- Problem details
Work out how many lines in the following entries contain the string "Avenida", and write only that number.

- Extracted entries
-.-.-
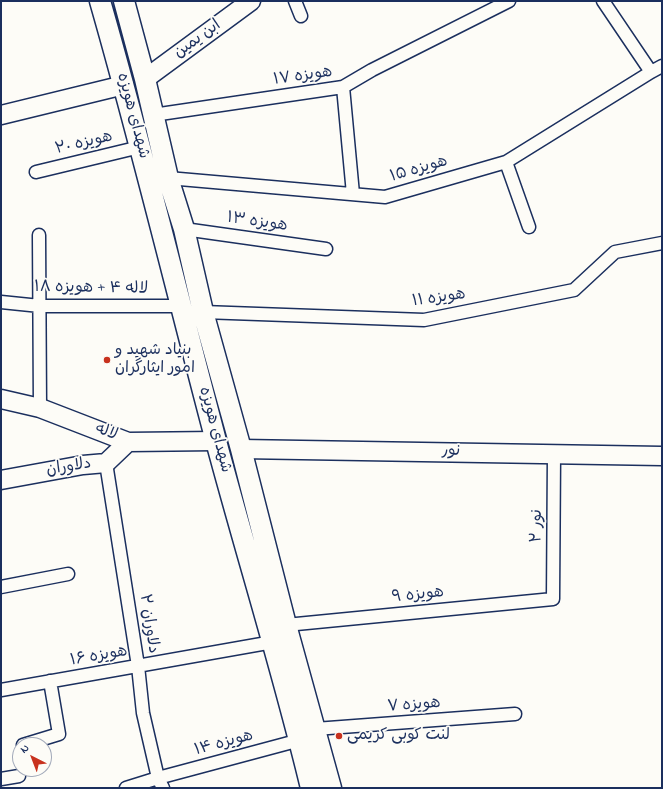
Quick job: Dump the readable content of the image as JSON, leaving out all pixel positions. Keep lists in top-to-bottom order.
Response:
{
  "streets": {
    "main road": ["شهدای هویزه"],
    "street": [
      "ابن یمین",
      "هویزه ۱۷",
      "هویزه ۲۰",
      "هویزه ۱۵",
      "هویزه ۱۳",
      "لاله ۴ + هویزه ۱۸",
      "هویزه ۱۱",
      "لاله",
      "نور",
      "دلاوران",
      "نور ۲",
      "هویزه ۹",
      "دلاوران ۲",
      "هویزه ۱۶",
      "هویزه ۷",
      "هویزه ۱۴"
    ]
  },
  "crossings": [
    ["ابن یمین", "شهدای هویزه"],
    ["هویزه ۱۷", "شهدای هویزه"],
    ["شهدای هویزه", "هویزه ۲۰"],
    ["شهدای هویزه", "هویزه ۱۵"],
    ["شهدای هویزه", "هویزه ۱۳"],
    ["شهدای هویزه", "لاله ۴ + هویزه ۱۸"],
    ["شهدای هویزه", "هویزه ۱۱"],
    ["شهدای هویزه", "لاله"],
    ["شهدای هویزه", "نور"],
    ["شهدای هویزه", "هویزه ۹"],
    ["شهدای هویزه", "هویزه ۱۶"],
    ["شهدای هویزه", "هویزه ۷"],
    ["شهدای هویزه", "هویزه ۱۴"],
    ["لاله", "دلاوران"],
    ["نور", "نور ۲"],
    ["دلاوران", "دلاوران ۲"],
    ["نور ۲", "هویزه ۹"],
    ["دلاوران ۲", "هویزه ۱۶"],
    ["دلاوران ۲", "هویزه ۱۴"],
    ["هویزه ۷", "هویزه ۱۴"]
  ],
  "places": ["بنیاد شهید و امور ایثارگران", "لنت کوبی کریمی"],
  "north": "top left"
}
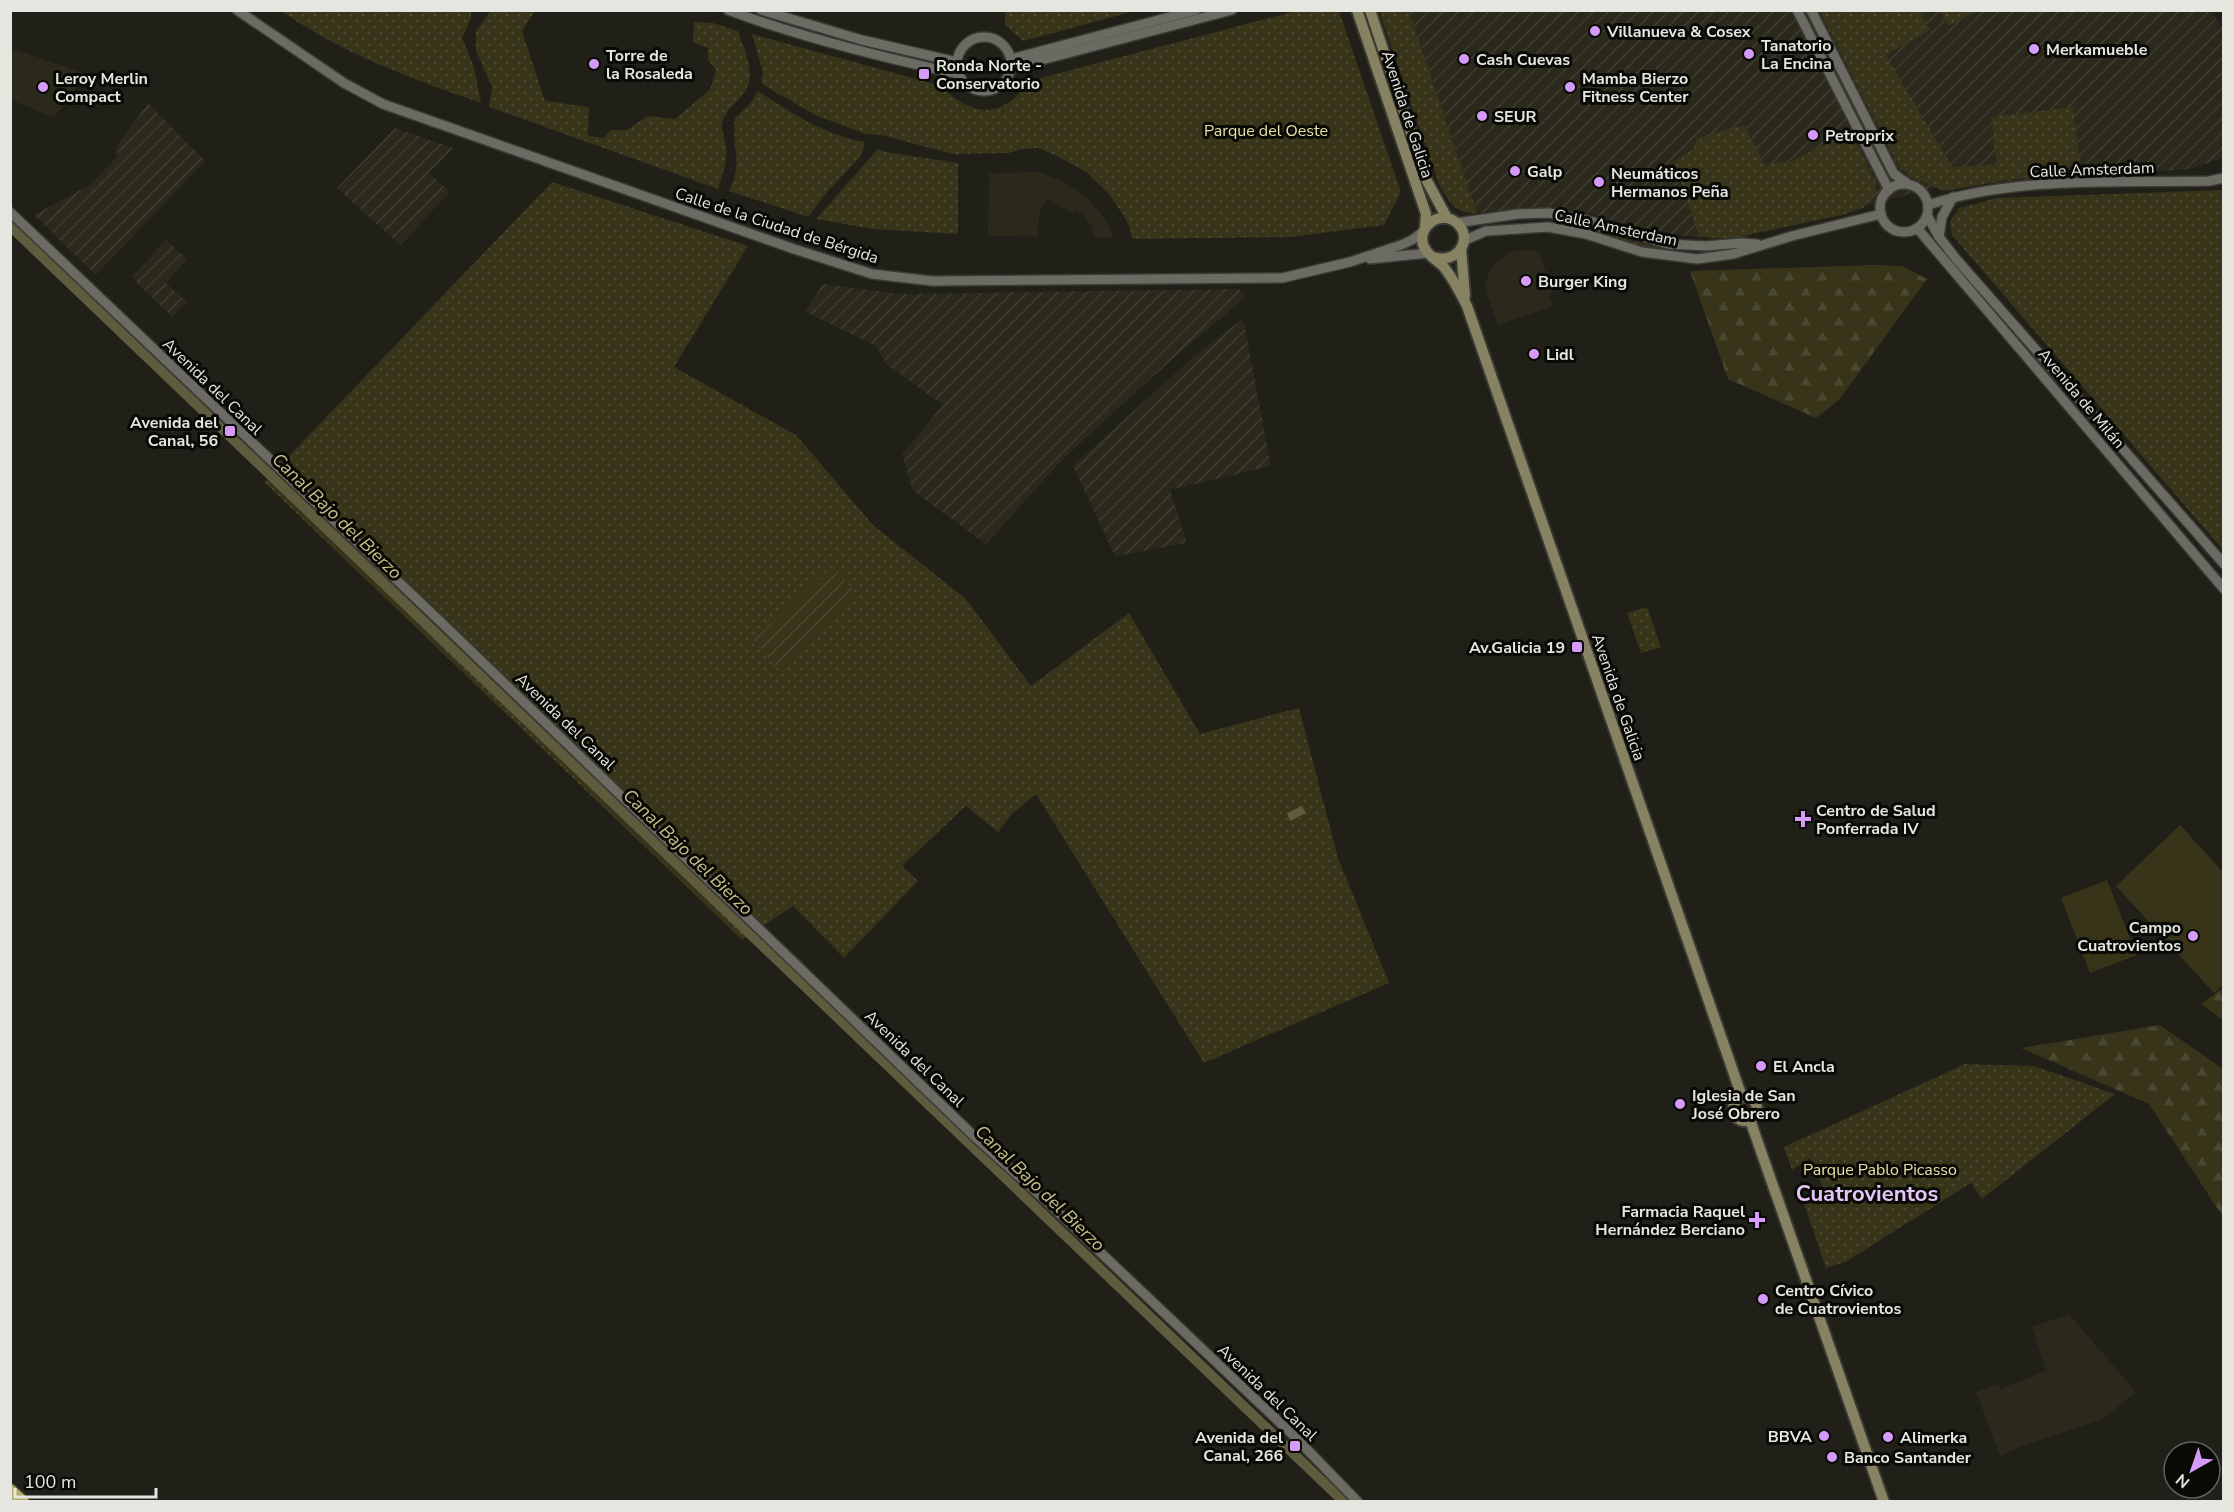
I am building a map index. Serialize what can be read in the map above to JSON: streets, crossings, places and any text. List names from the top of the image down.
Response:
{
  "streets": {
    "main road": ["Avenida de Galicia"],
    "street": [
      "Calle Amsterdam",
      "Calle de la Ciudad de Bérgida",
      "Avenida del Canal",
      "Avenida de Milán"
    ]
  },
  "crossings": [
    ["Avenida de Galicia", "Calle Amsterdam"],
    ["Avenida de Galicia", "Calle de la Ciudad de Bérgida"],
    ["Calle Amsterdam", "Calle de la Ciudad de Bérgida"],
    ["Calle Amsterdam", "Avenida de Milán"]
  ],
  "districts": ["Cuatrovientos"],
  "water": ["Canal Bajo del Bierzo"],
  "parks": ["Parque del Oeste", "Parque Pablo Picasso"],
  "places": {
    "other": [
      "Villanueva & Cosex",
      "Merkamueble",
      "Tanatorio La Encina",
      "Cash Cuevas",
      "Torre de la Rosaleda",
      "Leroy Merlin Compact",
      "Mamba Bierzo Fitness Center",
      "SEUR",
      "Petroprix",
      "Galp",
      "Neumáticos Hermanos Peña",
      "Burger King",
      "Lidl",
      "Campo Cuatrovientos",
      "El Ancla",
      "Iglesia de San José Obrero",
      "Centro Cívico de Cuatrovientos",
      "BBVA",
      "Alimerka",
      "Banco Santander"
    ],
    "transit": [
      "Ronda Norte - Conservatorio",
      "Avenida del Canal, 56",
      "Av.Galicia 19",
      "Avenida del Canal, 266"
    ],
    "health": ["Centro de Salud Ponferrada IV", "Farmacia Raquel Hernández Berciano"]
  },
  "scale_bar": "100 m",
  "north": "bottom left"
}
-.-.-
- Task answer
8